* _Work to complete_: In full and unchanged, set down the entries that follow, with no images.

[Saved entries]
#####

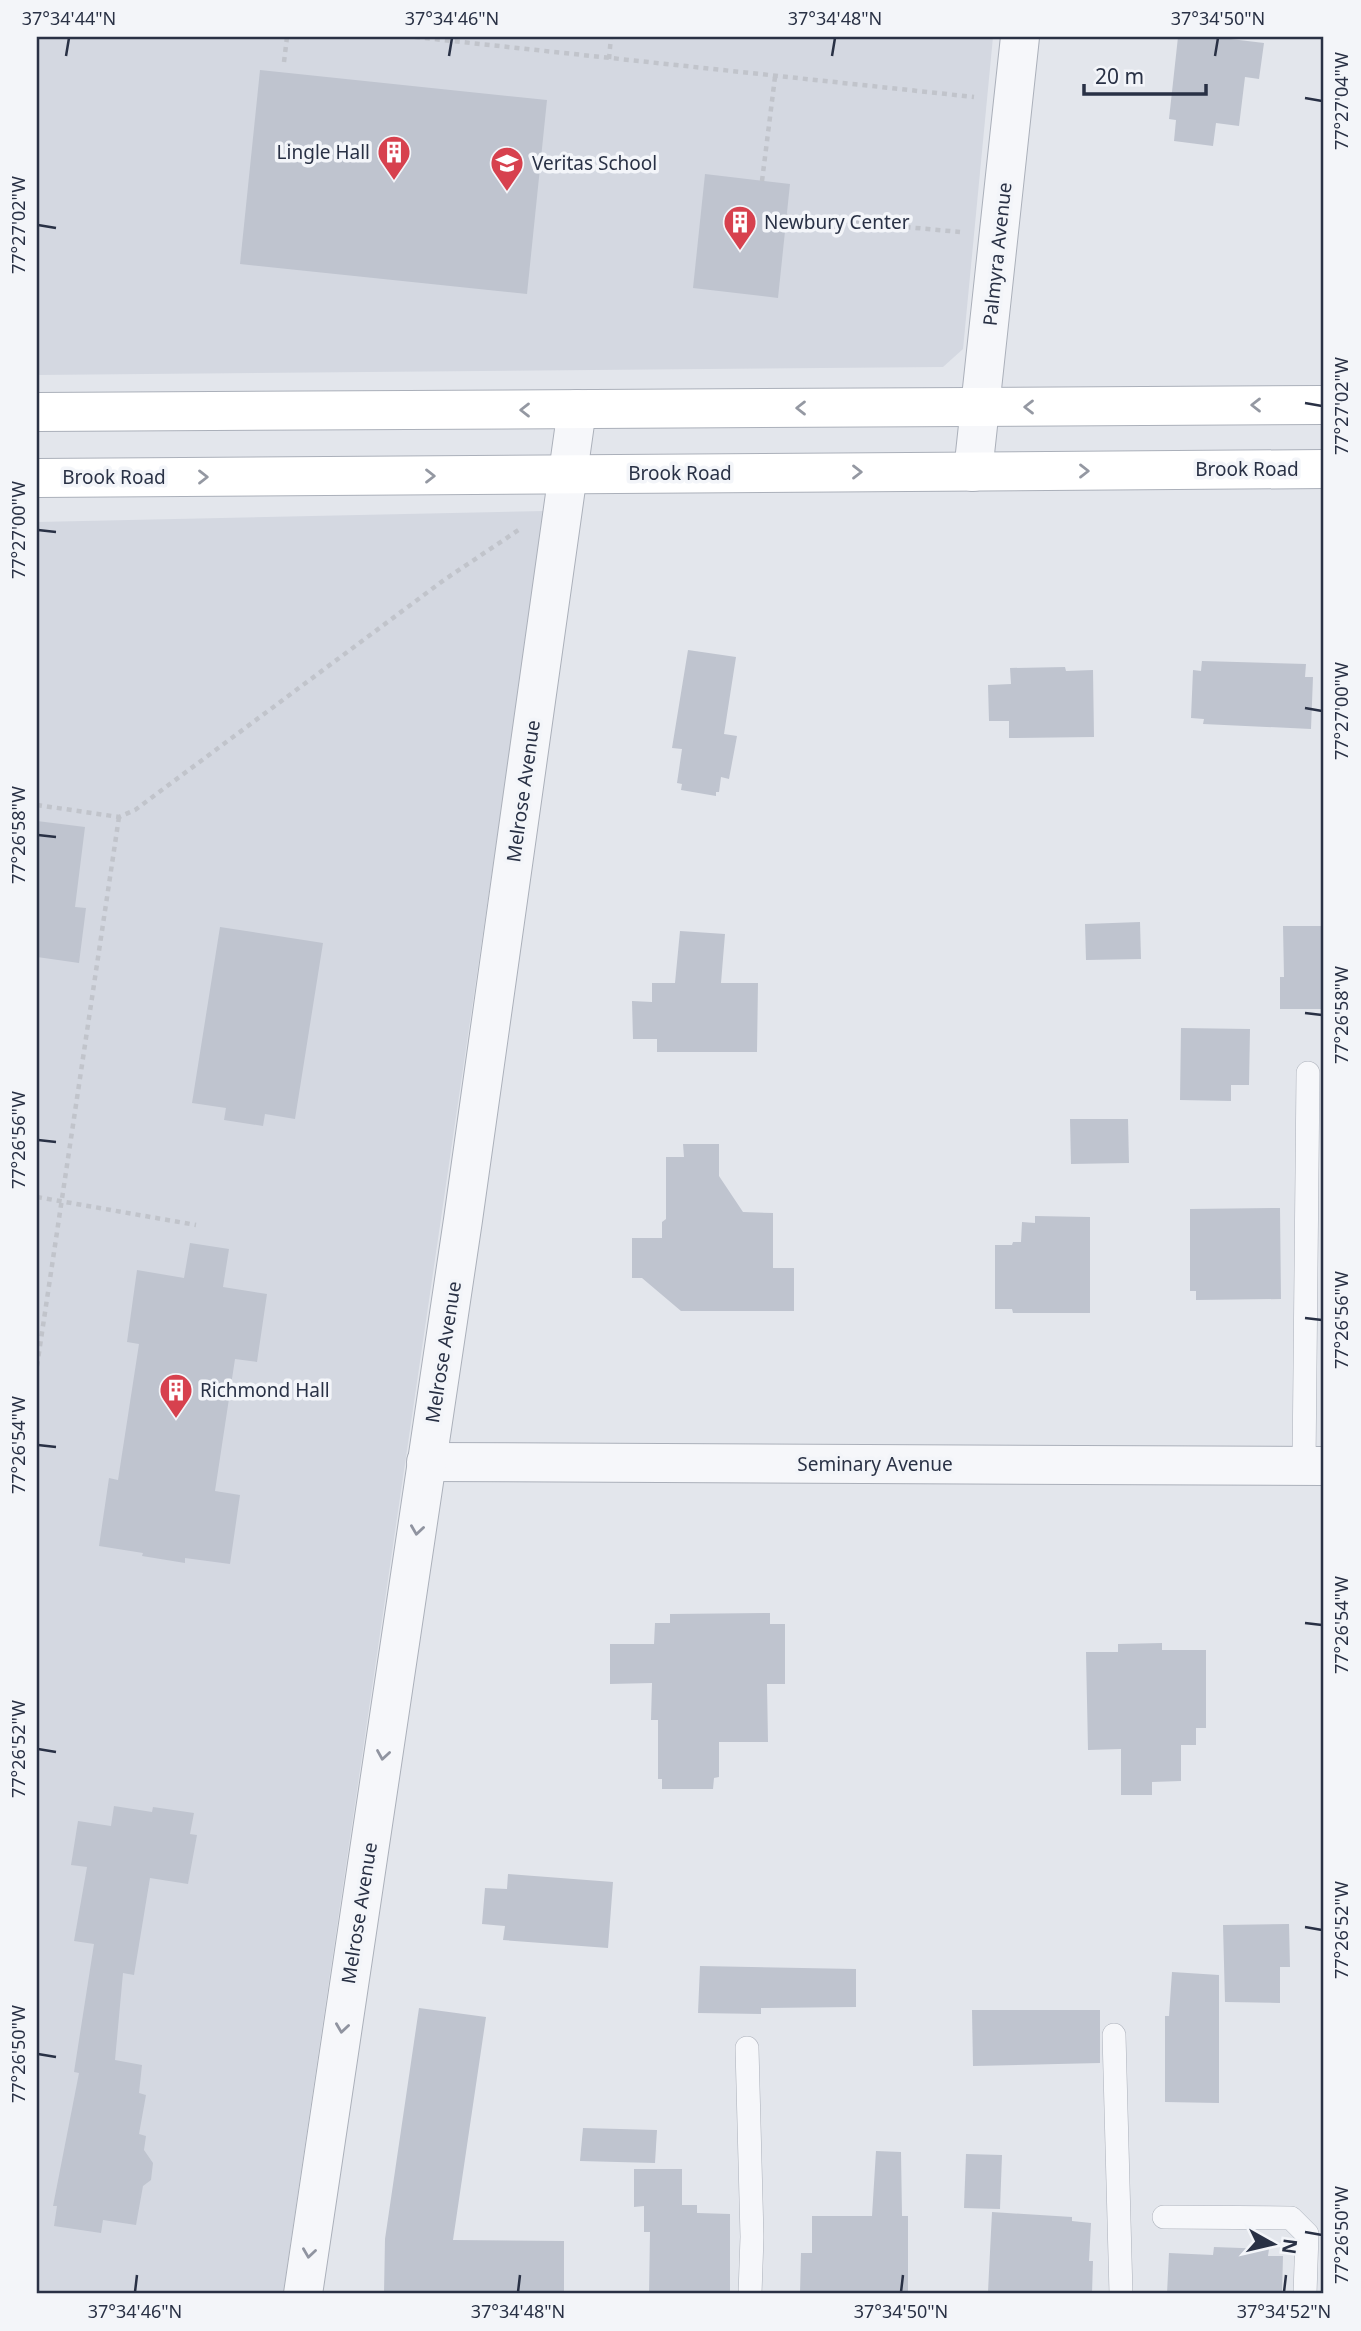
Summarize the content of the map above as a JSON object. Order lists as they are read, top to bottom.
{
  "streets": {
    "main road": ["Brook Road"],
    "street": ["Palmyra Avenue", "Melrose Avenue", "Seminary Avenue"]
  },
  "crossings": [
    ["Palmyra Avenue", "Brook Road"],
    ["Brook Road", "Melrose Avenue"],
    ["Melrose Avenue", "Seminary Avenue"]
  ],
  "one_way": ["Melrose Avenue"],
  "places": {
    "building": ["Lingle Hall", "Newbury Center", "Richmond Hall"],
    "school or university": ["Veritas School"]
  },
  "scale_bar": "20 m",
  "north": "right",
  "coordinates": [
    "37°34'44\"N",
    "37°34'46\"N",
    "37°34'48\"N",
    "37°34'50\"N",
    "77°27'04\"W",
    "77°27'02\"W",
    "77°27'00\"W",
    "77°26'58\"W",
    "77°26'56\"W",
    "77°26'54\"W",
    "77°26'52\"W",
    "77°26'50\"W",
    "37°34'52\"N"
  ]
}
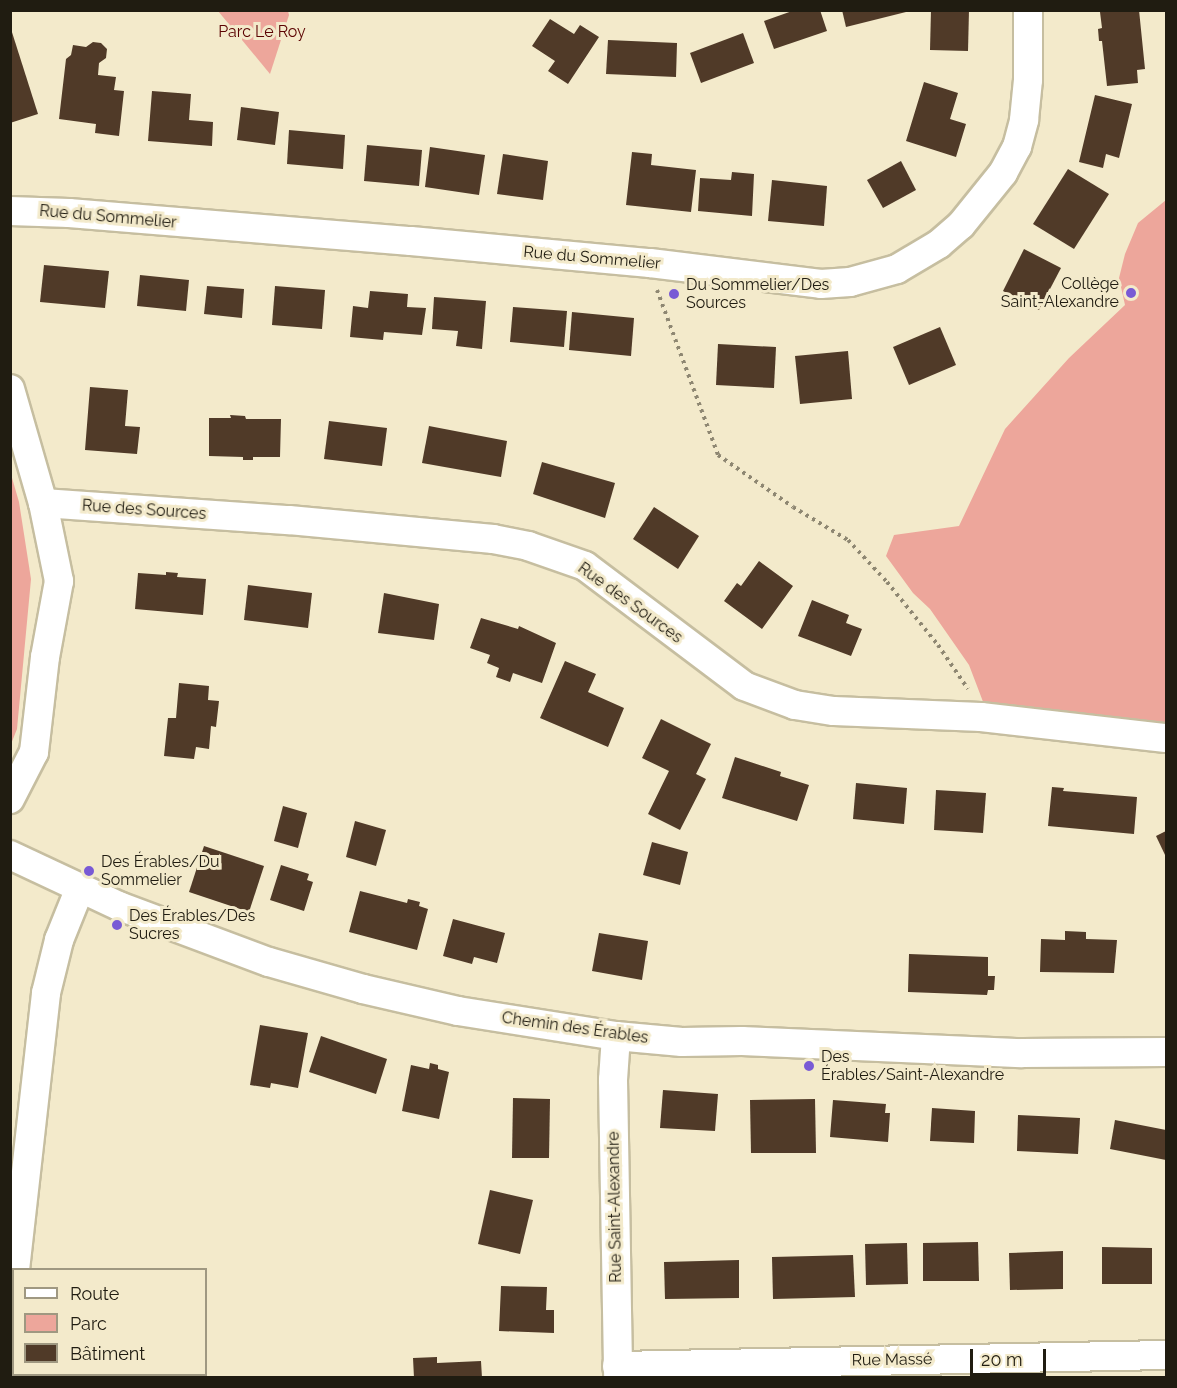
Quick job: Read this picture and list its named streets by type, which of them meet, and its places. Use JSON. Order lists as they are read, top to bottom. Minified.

#####

* _Answer to this problem_:
Summarize the content of the map above as a JSON object. Order lists as they are read, top to bottom.
{
  "streets": {
    "main road": ["Brook Road"],
    "street": ["Palmyra Avenue", "Melrose Avenue", "Seminary Avenue"]
  },
  "crossings": [
    ["Palmyra Avenue", "Brook Road"],
    ["Brook Road", "Melrose Avenue"],
    ["Melrose Avenue", "Seminary Avenue"]
  ],
  "one_way": ["Melrose Avenue"],
  "places": {
    "building": ["Lingle Hall", "Newbury Center", "Richmond Hall"],
    "school or university": ["Veritas School"]
  },
  "scale_bar": "20 m",
  "north": "right",
  "coordinates": [
    "37°34'44\"N",
    "37°34'46\"N",
    "37°34'48\"N",
    "37°34'50\"N",
    "77°27'04\"W",
    "77°27'02\"W",
    "77°27'00\"W",
    "77°26'58\"W",
    "77°26'56\"W",
    "77°26'54\"W",
    "77°26'52\"W",
    "77°26'50\"W",
    "37°34'52\"N"
  ]
}
Quick job: Read this picture and list its named streets by type, which of them meet, and its places. Use JSON. Order lists as they are read, top to bottom. Minified.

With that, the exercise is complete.